Stefan Unterwurzacher im Gespräch

Laut Papst Franziskus sind alte Menschen ein Reichtum. Sie haben im Laufe der Jahre einen reichen Schatz an Weisheit angesammelt, wie in einem Lagerhaus. Ein solches Lagerhaus öffnet sich für uns heute einen Spalt weit.
Stefan Unterwurzacher im Gespräch mit Ruben Weyringer.

Du bist Jahrgang 1919, wie war deine Kindheit?

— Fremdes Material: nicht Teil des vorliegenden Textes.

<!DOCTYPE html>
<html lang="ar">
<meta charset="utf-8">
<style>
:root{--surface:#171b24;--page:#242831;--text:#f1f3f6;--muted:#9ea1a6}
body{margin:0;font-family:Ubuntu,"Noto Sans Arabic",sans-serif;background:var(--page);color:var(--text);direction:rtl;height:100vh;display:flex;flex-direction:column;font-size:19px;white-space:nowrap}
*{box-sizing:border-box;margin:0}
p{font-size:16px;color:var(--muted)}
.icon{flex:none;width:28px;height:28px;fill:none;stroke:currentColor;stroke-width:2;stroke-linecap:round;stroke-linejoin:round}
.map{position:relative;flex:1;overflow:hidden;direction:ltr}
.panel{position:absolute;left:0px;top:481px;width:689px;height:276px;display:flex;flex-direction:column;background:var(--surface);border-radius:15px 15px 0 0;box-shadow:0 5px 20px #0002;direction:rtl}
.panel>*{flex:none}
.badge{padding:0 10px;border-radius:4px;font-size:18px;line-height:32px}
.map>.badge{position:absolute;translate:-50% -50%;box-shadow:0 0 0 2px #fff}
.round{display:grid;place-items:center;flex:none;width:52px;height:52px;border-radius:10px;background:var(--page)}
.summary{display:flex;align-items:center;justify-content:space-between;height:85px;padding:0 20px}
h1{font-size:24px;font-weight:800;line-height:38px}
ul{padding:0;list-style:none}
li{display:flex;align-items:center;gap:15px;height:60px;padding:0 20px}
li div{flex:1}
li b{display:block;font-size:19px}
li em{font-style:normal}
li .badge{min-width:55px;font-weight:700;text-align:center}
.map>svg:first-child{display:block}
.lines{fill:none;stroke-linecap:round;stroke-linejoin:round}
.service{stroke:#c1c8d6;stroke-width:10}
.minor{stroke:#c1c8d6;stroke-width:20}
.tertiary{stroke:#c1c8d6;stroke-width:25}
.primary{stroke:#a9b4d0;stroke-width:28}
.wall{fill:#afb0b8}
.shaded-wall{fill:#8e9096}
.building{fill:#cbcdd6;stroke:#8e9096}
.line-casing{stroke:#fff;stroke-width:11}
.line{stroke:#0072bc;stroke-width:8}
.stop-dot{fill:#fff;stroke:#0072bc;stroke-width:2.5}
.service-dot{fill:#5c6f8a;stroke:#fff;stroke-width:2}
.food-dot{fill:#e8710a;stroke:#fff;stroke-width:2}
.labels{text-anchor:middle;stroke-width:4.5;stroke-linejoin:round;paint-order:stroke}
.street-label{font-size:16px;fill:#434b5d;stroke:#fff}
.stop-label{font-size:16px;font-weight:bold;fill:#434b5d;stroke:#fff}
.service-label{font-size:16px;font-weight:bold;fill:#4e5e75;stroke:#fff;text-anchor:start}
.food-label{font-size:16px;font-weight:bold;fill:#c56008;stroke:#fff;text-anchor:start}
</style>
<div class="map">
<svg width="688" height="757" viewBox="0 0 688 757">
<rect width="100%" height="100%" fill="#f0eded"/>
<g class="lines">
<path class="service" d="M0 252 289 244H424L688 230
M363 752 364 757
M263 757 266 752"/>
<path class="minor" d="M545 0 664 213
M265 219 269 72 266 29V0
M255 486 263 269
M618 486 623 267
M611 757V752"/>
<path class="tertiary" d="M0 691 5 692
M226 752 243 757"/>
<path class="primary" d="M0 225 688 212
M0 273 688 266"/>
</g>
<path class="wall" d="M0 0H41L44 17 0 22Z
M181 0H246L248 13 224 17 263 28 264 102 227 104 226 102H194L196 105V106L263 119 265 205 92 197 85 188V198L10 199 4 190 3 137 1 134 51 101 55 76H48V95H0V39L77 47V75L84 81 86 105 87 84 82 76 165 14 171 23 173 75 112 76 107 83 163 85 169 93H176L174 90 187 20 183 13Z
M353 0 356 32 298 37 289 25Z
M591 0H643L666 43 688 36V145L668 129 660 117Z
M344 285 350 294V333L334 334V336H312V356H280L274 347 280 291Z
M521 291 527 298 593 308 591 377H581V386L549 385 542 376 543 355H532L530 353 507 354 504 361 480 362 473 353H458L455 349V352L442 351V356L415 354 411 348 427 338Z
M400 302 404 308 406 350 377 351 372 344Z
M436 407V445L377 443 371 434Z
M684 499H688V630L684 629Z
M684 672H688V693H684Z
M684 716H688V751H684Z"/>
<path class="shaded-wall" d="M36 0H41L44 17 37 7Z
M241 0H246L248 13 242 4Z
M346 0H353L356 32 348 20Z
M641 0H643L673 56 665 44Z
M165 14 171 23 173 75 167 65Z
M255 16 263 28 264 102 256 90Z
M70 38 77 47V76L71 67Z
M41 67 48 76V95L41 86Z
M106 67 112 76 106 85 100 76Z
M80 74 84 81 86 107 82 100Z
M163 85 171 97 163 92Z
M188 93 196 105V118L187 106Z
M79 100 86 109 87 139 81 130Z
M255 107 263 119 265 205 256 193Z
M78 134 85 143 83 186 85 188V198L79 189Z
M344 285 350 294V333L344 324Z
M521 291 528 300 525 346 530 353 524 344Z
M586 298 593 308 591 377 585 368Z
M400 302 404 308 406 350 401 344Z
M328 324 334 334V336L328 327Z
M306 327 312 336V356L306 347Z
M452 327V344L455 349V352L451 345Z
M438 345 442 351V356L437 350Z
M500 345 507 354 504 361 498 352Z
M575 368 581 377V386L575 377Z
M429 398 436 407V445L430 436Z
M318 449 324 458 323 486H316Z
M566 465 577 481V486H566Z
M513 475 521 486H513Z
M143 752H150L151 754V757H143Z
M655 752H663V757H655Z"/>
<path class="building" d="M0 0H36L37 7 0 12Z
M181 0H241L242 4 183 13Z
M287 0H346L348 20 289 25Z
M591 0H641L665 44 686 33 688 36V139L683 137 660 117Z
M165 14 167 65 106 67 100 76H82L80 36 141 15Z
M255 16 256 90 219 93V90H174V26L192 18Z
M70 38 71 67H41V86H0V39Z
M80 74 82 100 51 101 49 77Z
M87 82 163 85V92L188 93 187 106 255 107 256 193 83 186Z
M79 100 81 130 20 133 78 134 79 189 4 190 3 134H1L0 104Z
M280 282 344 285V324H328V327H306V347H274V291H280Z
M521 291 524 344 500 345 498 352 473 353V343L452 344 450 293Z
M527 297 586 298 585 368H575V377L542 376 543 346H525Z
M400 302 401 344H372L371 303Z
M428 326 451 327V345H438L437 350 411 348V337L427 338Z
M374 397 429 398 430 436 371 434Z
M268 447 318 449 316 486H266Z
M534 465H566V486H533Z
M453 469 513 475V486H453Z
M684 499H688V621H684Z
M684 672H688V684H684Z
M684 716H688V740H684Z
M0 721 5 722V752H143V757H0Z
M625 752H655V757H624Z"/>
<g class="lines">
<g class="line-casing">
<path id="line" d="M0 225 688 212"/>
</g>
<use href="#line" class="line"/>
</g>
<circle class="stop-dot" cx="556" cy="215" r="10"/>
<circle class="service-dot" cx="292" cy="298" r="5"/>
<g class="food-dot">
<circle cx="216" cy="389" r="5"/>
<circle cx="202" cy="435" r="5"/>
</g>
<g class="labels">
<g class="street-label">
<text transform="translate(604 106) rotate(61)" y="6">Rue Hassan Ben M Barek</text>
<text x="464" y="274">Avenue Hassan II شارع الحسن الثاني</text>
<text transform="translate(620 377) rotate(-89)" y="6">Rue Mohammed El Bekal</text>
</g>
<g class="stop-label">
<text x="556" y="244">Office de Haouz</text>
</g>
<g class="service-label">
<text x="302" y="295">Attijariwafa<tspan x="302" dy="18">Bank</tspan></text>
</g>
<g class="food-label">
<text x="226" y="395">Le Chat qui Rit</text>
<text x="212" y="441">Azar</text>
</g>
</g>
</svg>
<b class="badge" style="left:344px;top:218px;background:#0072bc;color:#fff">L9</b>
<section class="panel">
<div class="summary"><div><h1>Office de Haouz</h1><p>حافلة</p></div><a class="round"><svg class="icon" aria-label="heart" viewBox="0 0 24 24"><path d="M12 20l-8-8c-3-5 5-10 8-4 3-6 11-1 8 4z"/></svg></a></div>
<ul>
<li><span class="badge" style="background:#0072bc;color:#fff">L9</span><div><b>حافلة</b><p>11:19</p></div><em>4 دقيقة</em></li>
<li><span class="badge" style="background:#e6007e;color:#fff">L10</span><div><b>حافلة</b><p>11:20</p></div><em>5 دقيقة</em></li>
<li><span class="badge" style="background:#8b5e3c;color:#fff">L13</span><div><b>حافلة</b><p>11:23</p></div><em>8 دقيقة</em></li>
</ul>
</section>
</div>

Ich bin ein waschechter Neukirchner, geboren in Neukirchen in Rosental. Mein Vater war ein Schustermeister, ein fleißiger Arbeiter. Ich bin hier in die Volksschule gegangen, und ich werde ein bisschen gescheiter gewesen sein als die anderen. Der Lehrer Zobel hat zu meinem Vater gesagt: "Du, nach der Volksschule musst du den Buben auf die Bürgerschule schicken". So hieß die Hauptschule damals. "Mein Gott" hat mein Vater gesagt, "das kostet einen Haufen Geld und wohin soll er denn gehen?". Aber er hat sich überzeugen lassen, und so haben wir in Zell am See und in Lend angefragt, die haben aber niemanden mehr genommen. So bin ich nach Salzburg gekommen in die Edmundsburg, eine Knabenerziehungsanstalt am Mönchsberg, die zu St. Peter gehörte. Wie die Leute Knabenerziehungsanstalt gehört haben, da haben sie gesagt: "Oh, der Bub ist in einer Erziehungsanstalt", das hat einen schlimmen Klang gehabt. Dabei war es ein gutes Institut.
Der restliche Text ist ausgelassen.